Biomedical and Chemical Engineering Professor Yaoying Wu was awarded a National Institutes of Health R21 grant for his project titled “Tolerogenic Dendritic Cell Membrane-Coated Nanoparticles for Precision Multiple Sclerosis Therapy.” He will use the grant to develop a new class of nanoparticle-based therapy for multiple sclerosis – one designed to re-educate the immune system rather than suppress it wholesale.
The R21 mechanism is intended to encourage novel, high-impact exploratory research and supports investigators in developing the preliminary data and proof-of-concept needed to pursue larger-scale funding.
Multiple sclerosis is a chronic autoimmune disease of the central nervous system in which the body’s immune cells attack neuron cells, particularly myelin, the protective sheath surrounding nerve fibers. An estimated one million people in the United States live with the condition. Current disease-modifying therapies broadly suppress immune activity, leaving patients vulnerable to infection and other complications.

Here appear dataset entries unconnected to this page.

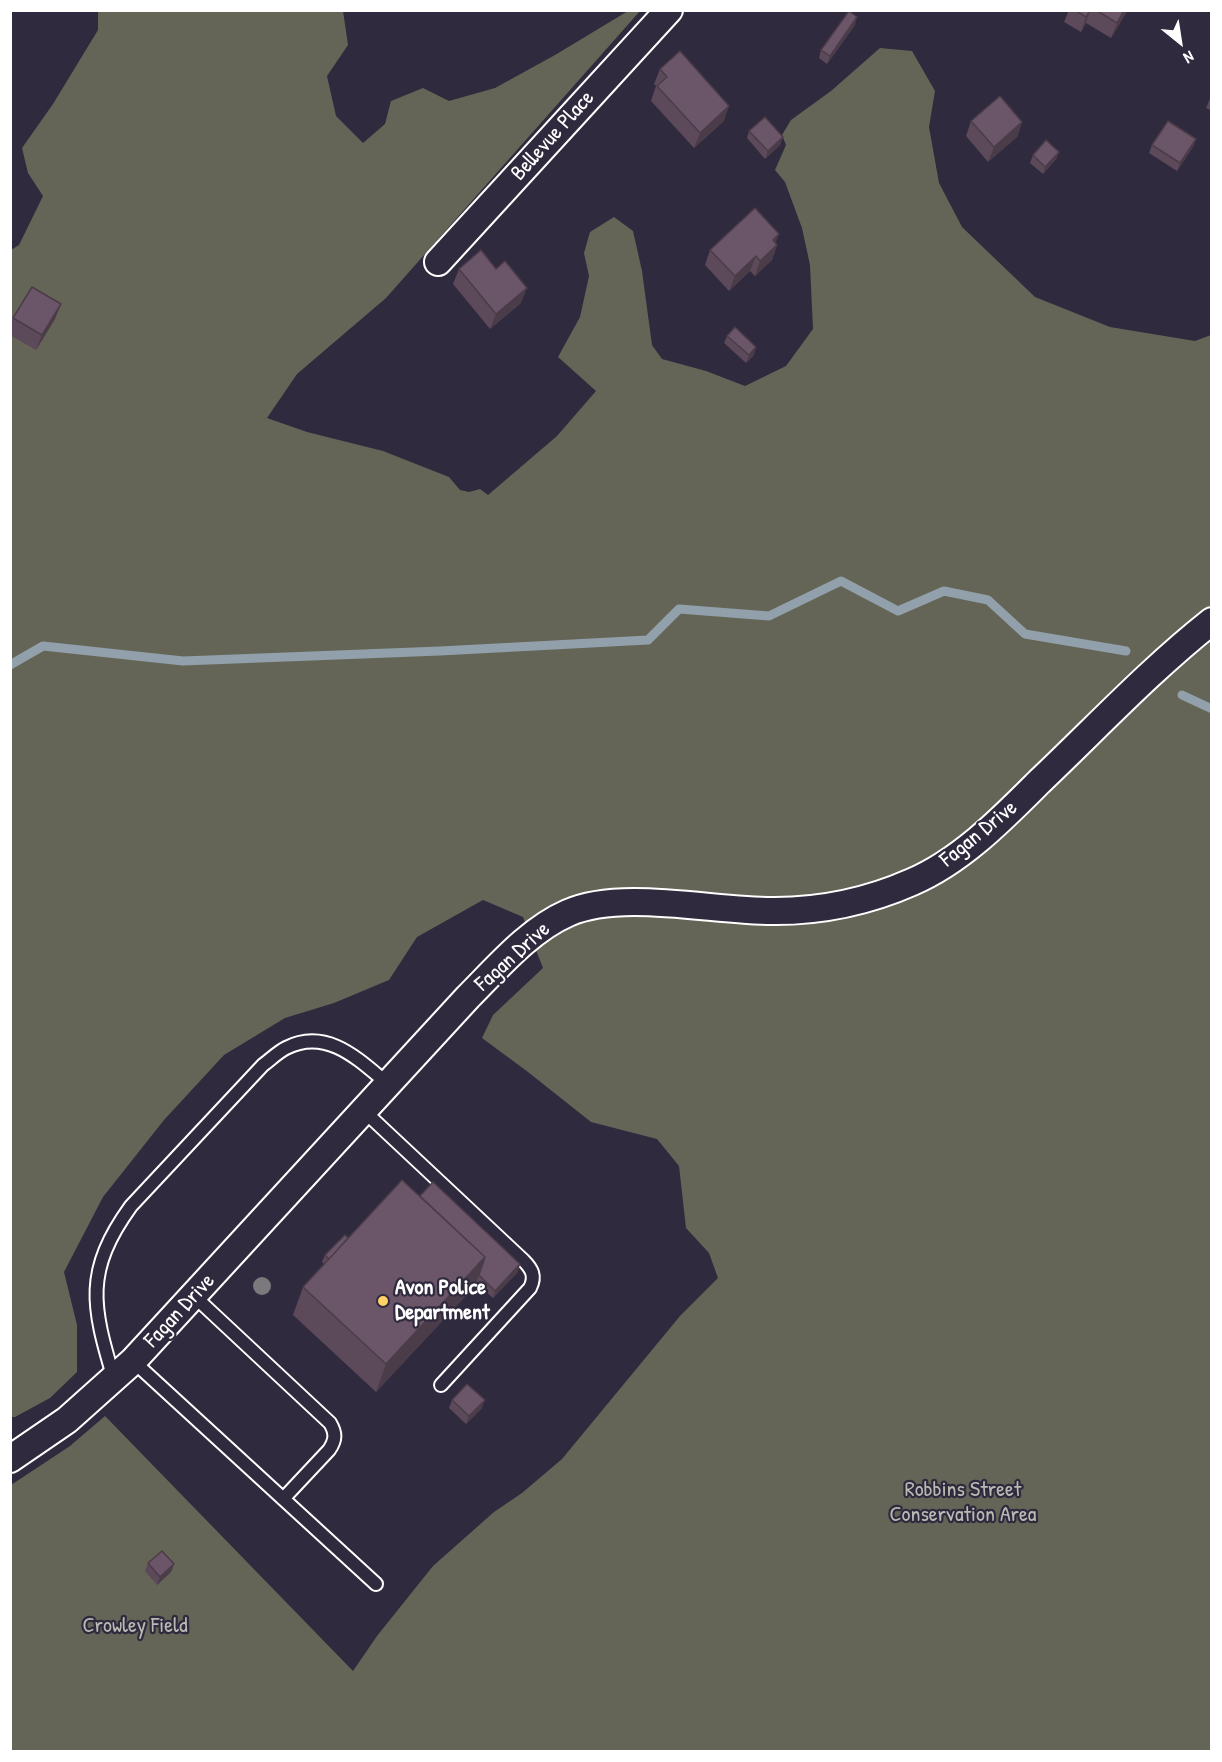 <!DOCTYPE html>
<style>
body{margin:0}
#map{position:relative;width:1222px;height:1762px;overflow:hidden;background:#2f2a3d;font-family:"Patrick Hand",sans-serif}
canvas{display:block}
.frame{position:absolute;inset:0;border:12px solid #fff;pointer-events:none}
.north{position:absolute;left:1150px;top:12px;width:60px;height:60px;-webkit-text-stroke:4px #2f2a3d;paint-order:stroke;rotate:150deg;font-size:16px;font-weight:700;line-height:24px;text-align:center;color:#fff}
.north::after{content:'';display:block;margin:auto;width:21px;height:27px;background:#fff;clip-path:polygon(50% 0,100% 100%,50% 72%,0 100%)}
</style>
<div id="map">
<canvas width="1222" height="1762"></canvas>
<div class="frame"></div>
<div class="north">N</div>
</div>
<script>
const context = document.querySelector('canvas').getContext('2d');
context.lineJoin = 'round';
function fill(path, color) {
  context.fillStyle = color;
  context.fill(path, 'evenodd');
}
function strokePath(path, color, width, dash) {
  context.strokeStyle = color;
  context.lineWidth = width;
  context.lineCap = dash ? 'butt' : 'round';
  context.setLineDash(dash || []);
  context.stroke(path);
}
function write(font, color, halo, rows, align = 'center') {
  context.font = font + ' "Patrick Hand",sans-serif';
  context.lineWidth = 4.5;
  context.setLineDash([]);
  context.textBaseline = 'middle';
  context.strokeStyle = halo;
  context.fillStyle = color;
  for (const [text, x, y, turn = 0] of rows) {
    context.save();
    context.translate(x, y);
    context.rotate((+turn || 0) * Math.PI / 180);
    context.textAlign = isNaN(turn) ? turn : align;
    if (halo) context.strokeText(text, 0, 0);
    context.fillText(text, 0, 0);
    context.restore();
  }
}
fill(new Path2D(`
 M98,11H343L348,45L327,76L336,116L363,143L385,124L391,101L423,88L449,101L495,88L555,55L628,11H640L386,298L297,374L267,418L307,432L383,451L449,477L460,490L469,492L480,489L488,495L557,436L596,391L558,357L580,317L589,276L584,253L590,232L614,217L633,231L642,271L652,345L662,359L706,371L745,386L786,366L813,329L810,265L802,228L785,182L775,170L786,145L782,135L791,120L831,91L880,48L912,51L935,91L929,127L939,183L962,227L1035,297L1110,327L1195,341L1211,335V1751H11V1485L70,1446L105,1416L353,1671L377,1636L433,1566L494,1512L522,1493L562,1459L680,1316L718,1278L709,1253L686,1228L679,1166L657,1139L591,1122L528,1072L482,1038L493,1015L543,968L523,917L483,900L417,937L389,980L334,1003L285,1018L224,1055L164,1120L103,1197L64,1272L77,1325V1372L50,1398L15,1417H11V250L19,245L43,196L28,173L22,148L53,104L98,30Z`), '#646557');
strokePath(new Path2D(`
 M10,665L43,646L183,661L440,651L648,640L679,609L769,616L841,581L898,611L944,591L988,600L1025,634L1126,651
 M1182,695L1212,709`), '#91a0aa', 9);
const service = new Path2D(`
 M364,1111L523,1260C532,1269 536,1276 530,1288L441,1385
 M194,1296L330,1423C336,1433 336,1440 329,1450L283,1499
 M133,1361L376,1584
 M114,1379C92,1306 84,1271 131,1206L263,1065C271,1059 278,1052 286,1048C327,1027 359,1060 388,1084`);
const minor = new Path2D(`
 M438,262L669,10
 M10,1459L67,1420L133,1361L468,997C498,967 529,930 568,913C622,889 716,912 775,911C822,911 869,901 912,882C961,861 1002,819 1039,782C1096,728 1150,670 1212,621`);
strokePath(service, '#fff', 16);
strokePath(minor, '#fff', 30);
strokePath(service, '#2f2a3d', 12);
strokePath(minor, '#2f2a3d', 26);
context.fillStyle = '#7b797e';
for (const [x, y] of [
 [262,1286]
]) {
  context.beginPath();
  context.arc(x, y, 9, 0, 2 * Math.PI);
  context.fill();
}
fill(new Path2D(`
 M1069,10H1128L1111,38L1086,23L1081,32L1064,22Z
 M855,25L827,64L819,58L821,50Z
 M660,69L724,121L694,148L651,101L656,86L654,84Z
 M1212,94V111L1206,108Z
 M971,121L1022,122L1017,137L988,162L966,136Z
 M749,131L783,137L780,145L765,159L747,138Z
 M1196,139L1193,147L1177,171L1149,153L1152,145Z
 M1059,152L1056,159L1043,174L1030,163L1033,155Z
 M776,243L777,245L772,260L755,276L750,271L729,291L705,265L710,250Z
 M459,269L521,303L490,329L453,284Z
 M13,318L55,319L36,350L10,335V326Z
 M727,336L754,355L746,363L724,343Z
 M348,1238L518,1272L493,1298L476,1283L475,1286L376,1392L293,1315L303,1287L324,1264L322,1262L325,1255Z
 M452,1400L482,1408L466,1424L449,1408Z
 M148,1563L174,1564L171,1572L157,1585L145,1571Z`), '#5c4959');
fill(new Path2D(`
 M1090,10L1086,23L1081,32L1086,17Z
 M1124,10H1128L1111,38L1117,23Z
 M857,17L855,25L827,64L830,56Z
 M729,106L724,121L694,148L700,133Z
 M1022,122L1017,137L988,162L994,147Z
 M783,137L780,145L765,159L768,151Z
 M1196,139L1193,147L1177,171L1180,163Z
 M1059,152L1056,159L1043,174L1045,167Z
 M779,234L774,248L777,245L772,260L755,276L760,261L773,240Z
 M756,256L750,271L729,291L735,276Z
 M527,288L521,303L490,329L496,314Z
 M61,304L55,319L36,350L42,335Z
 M756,347L754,355L746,363L749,355Z
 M485,1257L475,1286L376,1392L386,1364Z
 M520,1264L518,1272L493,1298L495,1291Z
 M485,1400L482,1408L466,1424L469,1416Z
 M174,1564L171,1572L157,1585L160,1577Z`), '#4b3c49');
const building = new Path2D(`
 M1075,10H1090L1086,17Z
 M1096,10H1124L1117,23Z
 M849,11L857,17L830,56L821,50Z
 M680,51L729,106L700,133L657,86L667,77L660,69Z
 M1000,96L1022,122L994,147L971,121Z
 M765,117L783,137L768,151L749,131Z
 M1168,121L1196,139L1180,163L1152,145Z
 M1046,140L1059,152L1045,167L1033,155Z
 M755,208L779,234L773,240L777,245L760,261L756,256L735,276L710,250Z
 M481,250L496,269L505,261L527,288L496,314L459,269Z
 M32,287L61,304L42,335L13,318Z
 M735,327L756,347L749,355L727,336Z
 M402,1180L485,1257L386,1364L303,1287Z
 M433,1182L520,1264L495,1291L479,1275L485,1257L420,1196Z
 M345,1235L348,1238L329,1259L325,1255Z
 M467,1384L485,1400L469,1416L452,1400Z
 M162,1551L174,1564L160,1577L148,1563Z`);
fill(building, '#6b5568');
strokePath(building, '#4b3c49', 1.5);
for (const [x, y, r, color] of [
 [383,1301,6,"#ffd166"]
]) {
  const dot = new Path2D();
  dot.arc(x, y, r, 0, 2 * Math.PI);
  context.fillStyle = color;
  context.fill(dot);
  strokePath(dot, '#2f2a3d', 2);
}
write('22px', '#fff', '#2f2a3d', [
 ["Bellevue Place",553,136,-48],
 ["Fagan Drive",979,834,-39],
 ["Fagan Drive",513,957,-42],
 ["Fagan Drive",180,1311,-47]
]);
write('bold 22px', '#fff', '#2f2a3d', [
 ["Avon Police",395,1288],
 ["Department",395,1313]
], 'left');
write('22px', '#b9bab3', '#2f2a3d', [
 ["Robbins Street",963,1490],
 ["Conservation Area",963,1515],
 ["Crowley Field",135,1626]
]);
</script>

Wu’s approach takes a more targeted path. His laboratory will coat synthetic nanoparticles with membranes harvested from tolerogenic dendritic cells – a specialized class of immune cells that naturally promote tolerance toward the body’s own tissues. The resulting membrane-cloaked nanoparticles are designed to mimic those cells, signaling to the immune system that myelin is not a foreign threat.
Wu joined Syracuse University in January 2023. His research sits at the intersection of biomaterials engineering and immunology, with a particular focus on designing material-based platforms that regulate immune function.
The new project extends Wu’s immunoengineering expertise into the autoimmune disease space. By using the native membranes of tolerogenic dendritic cells as a biological coating, the nanoparticles are expected to carry the same surface proteins and molecular signals those cells use to dampen aberrant immune responses, a cell-mimetic strategy.
If successful, the platform could offer a path toward therapies that address the underlying immunological breakdown driving MS rather than managing symptoms through broad immunosuppression.
“Professor Wu’s NIH R21 award reflects the kind of bold, interdisciplinary innovation that defines biomedical engineering at Syracuse University,” says Biomedical and Chemical Engineering Department Chair Shikha Nangia. “His work at the interface of immunology, biomaterials, and nanotechnology has the potential to fundamentally transform how we approach autoimmune diseases such as multiple sclerosis by moving beyond broad immunosuppression toward precision immune reprogramming.”
Wu is part of Syracuse University’s BioInspired Institute and holds expertise in synthetic biomaterials, peptide assembly, vaccine design and immunoengineering.
The NIH R21 award is administered through the National Institute of Allergy and Infectious Diseases.